*** Stored data ***

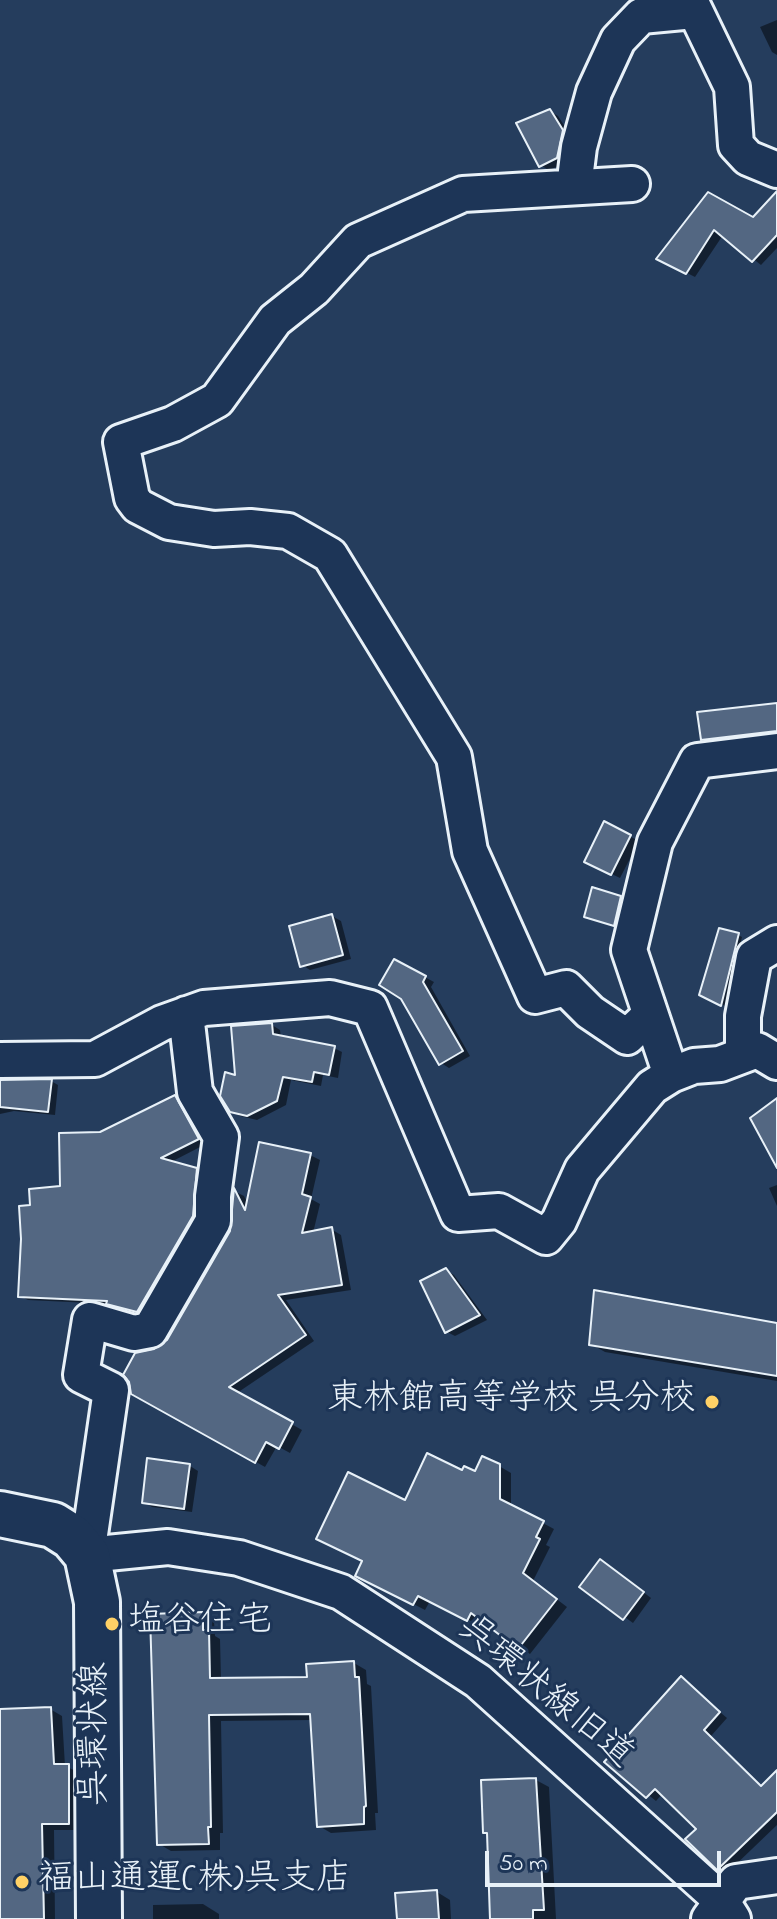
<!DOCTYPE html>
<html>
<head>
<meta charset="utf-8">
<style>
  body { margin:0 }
  #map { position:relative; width:777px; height:1919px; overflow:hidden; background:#253d5d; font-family:"Indie Flower",sans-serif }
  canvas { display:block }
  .scale { position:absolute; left:485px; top:1851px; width:236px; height:36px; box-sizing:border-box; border:4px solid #e8f1f8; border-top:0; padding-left:10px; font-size:24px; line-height:28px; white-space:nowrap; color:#e8f1f8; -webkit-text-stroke:6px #1d3557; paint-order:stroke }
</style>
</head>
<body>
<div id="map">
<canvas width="777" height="1919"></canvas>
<div class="scale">50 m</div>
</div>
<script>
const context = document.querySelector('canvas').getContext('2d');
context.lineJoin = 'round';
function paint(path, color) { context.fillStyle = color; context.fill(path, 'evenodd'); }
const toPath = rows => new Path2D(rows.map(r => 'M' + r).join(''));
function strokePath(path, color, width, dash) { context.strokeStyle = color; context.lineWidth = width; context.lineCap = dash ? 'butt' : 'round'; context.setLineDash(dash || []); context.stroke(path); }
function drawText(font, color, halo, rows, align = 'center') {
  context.font = font + ' "Indie Flower","Klee One",sans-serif'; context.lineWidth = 6; context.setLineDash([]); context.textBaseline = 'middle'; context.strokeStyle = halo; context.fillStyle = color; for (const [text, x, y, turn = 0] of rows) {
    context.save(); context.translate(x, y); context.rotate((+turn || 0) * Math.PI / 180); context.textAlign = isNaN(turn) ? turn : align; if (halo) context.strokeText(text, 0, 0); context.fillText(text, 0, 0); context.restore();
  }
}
paint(toPath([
  [777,20,777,55,772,52,760,27],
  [550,111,558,116,571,136,566,163,549,170,540,165],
  [777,194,777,248,761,265,723,235,695,277,667,263,708,195,753,220],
  [777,705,777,736,711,744,703,739],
  [605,824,639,841,620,878,595,866],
  [594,890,624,900,618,926,590,918],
  [332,916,341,921,351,959,310,970,302,965],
  [738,935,742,937,725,1006,702,994],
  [395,961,434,982,431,987,470,1056,449,1068,441,1063],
  [272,1025,280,1030,281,1038,334,1048,342,1052,338,1078,323,1075,321,1086,291,1080,286,1105,257,1120,240,1116,231,1110,237,1077],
  [0,1081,51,1081,58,1085,55,1115,14,1111,0,1114],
  [175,1097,183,1102,206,1144,169,1163,204,1174,201,1221,146,1315,110,1304,28,1300,20,1296,32,1207,62,1188,101,1134],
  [310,1155,320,1160,311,1199,320,1204,313,1233,331,1229,341,1235,351,1290,286,1300,314,1341,237,1393,302,1430,290,1453,277,1446,265,1467,132,1393,155,1351,169,1341,232,1232,236,1192,244,1196,248,1204],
  [777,1185,777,1206,769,1188],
  [446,1270,454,1275,487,1320,455,1336,447,1332],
  [777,1325,777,1381,605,1352,591,1344],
  [190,1466,198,1471,192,1512,152,1507,144,1502],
  [499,1466,511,1473,511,1506,554,1529,546,1545,550,1547,533,1581,567,1607,530,1654,482,1619,479,1625,430,1601,425,1610,369,1581,406,1503,463,1472,476,1474],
  [609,1566,651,1598,633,1623,582,1586],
  [202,1614,214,1621,215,1636,220,1639,221,1679,309,1678,354,1663,366,1670,367,1684,371,1686,378,1813,375,1813,376,1830,331,1833,319,1826,312,1720,221,1721,223,1833,220,1833,220,1850,171,1851,159,1844],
  [681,1679,727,1718,711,1736,763,1787,777,1772,777,1825,727,1873,719,1868,699,1829,663,1793,656,1801,607,1762],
  [50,1709,62,1716,65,1766,80,1773,80,1830,54,1830,55,1919,0,1919,0,1766],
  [536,1780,549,1787,556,1919,492,1919],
  [437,1892,450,1900,451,1919,399,1919],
  [203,1904,219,1914,219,1919,153,1919,153,1905]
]), '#0007');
const building = toPath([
  [550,109,563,130,557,158,539,167,516,123,550,109],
  [777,191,777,235,752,262,714,230,686,274,656,259,708,192,753,217,777,191],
  [777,703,777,731,701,740,697,712,777,703],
  [604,821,631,835,611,875,584,862,604,821],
  [592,887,621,896,614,926,584,917,592,887],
  [332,914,343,955,300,967,289,926,332,914],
  [719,928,739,933,721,1006,699,995,719,928],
  [394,959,426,976,423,982,463,1051,439,1065,401,999,379,985,394,959],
  [272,1023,273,1034,335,1046,329,1075,314,1072,312,1082,283,1077,277,1101,247,1116,230,1112,220,1096,225,1072,235,1075,231,1026,272,1023],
  [52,1079,48,1112,0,1107,0,1080,52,1079],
  [175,1095,199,1139,161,1158,197,1168,193,1216,137,1312,106,1304,107,1301,18,1297,21,1239,19,1206,30,1205,29,1189,60,1186,59,1133,100,1132,175,1095],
  [777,1098,777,1168,750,1118,777,1098],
  [259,1142,311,1153,302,1194,311,1197,302,1233,332,1227,342,1285,278,1295,306,1335,229,1387,293,1422,279,1449,266,1442,255,1463,131,1394,129,1382,123,1375,135,1353,154,1349,167,1340,230,1231,234,1188,245,1210,259,1142],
  [446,1268,480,1315,445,1333,420,1281,446,1268],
  [594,1290,777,1323,777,1376,589,1345,594,1290],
  [427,1453,462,1470,464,1466,475,1471,482,1456,500,1464,500,1499,544,1521,536,1537,540,1539,523,1573,557,1599,518,1649,471,1613,467,1621,418,1596,413,1605,355,1576,362,1561,316,1539,348,1472,405,1500,427,1453],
  [147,1458,190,1464,184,1509,142,1503,147,1458],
  [600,1559,644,1592,623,1620,579,1587,600,1559],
  [203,1612,203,1630,209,1630,210,1678,307,1677,306,1664,354,1661,355,1677,359,1677,366,1806,364,1807,364,1824,317,1827,310,1714,209,1715,211,1827,208,1827,209,1844,157,1845,150,1614,203,1612],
  [681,1676,720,1712,704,1730,761,1786,777,1770,777,1812,717,1870,685,1839,696,1829,655,1789,646,1798,604,1762,681,1676],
  [51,1707,54,1764,69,1764,69,1824,42,1824,44,1919,0,1919,0,1709,51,1707],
  [536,1778,544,1910,533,1910,533,1919,490,1919,487,1833,483,1833,481,1780,536,1778],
  [437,1890,439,1919,397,1919,395,1893,437,1890]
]);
paint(building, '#536782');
strokePath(building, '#e8f1f8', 2);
const minor = toPath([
  [690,0,732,87,736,145,748,158,777,170],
  [632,184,463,194,358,241,314,289,275,320,217,400,173,424,121,442,132,498,138,506,169,522,214,529,250,527,288,531,330,555,454,757,470,851,535,996,566,988,590,1012,627,1037,650,1015],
  [574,187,579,147,594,92,618,40,641,16,694,11],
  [186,1014,195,1092,221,1137,213,1196,213,1221,150,1330,134,1333,90,1320,81,1375,111,1390,87,1555,168,1547,239,1558,341,1592,478,1681,721,1900,733,1919],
  [743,1055,743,1016,754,957,777,943],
  [0,1060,95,1059,162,1023,204,1008,330,998,370,1008,458,1214,499,1211,546,1237,559,1221,582,1170,652,1087,671,1075,694,1066,720,1064,757,1050,777,1062],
  [671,1075,629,950,655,842,697,761,777,751],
  [709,1919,736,1882,777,1876]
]);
const major = toPath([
  [0,1514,53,1525,72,1537,87,1555,97,1602,99,1919]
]);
strokePath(minor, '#e8f1f8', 40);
strokePath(major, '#e8f1f8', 50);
strokePath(minor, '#1d3557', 34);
strokePath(major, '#1d3557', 44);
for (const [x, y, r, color] of [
  [712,1402,8,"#ffd166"],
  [112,1624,8,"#ffd166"],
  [22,1882,8,"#ffd166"]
]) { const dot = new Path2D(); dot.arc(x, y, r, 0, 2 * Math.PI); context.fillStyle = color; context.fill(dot); strokePath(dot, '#1d3557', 3); }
drawText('36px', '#e8f1f8', '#1d3557', [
  ["東林館高等学校 呉分校",696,1402,"right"],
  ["塩谷住宅",128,1624],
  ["福山通運(株)呉支店",38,1882]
], 'left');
drawText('36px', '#e8f1f8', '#1d3557', [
  ["呉環状線旧道",544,1694,40],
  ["呉環状線",98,1734,-90]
]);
</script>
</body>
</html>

*** End of Stored data ***

§ Goal of the exercise
Find the number of lines in the records that contain "scale", and write that number only.

§ Answer section
2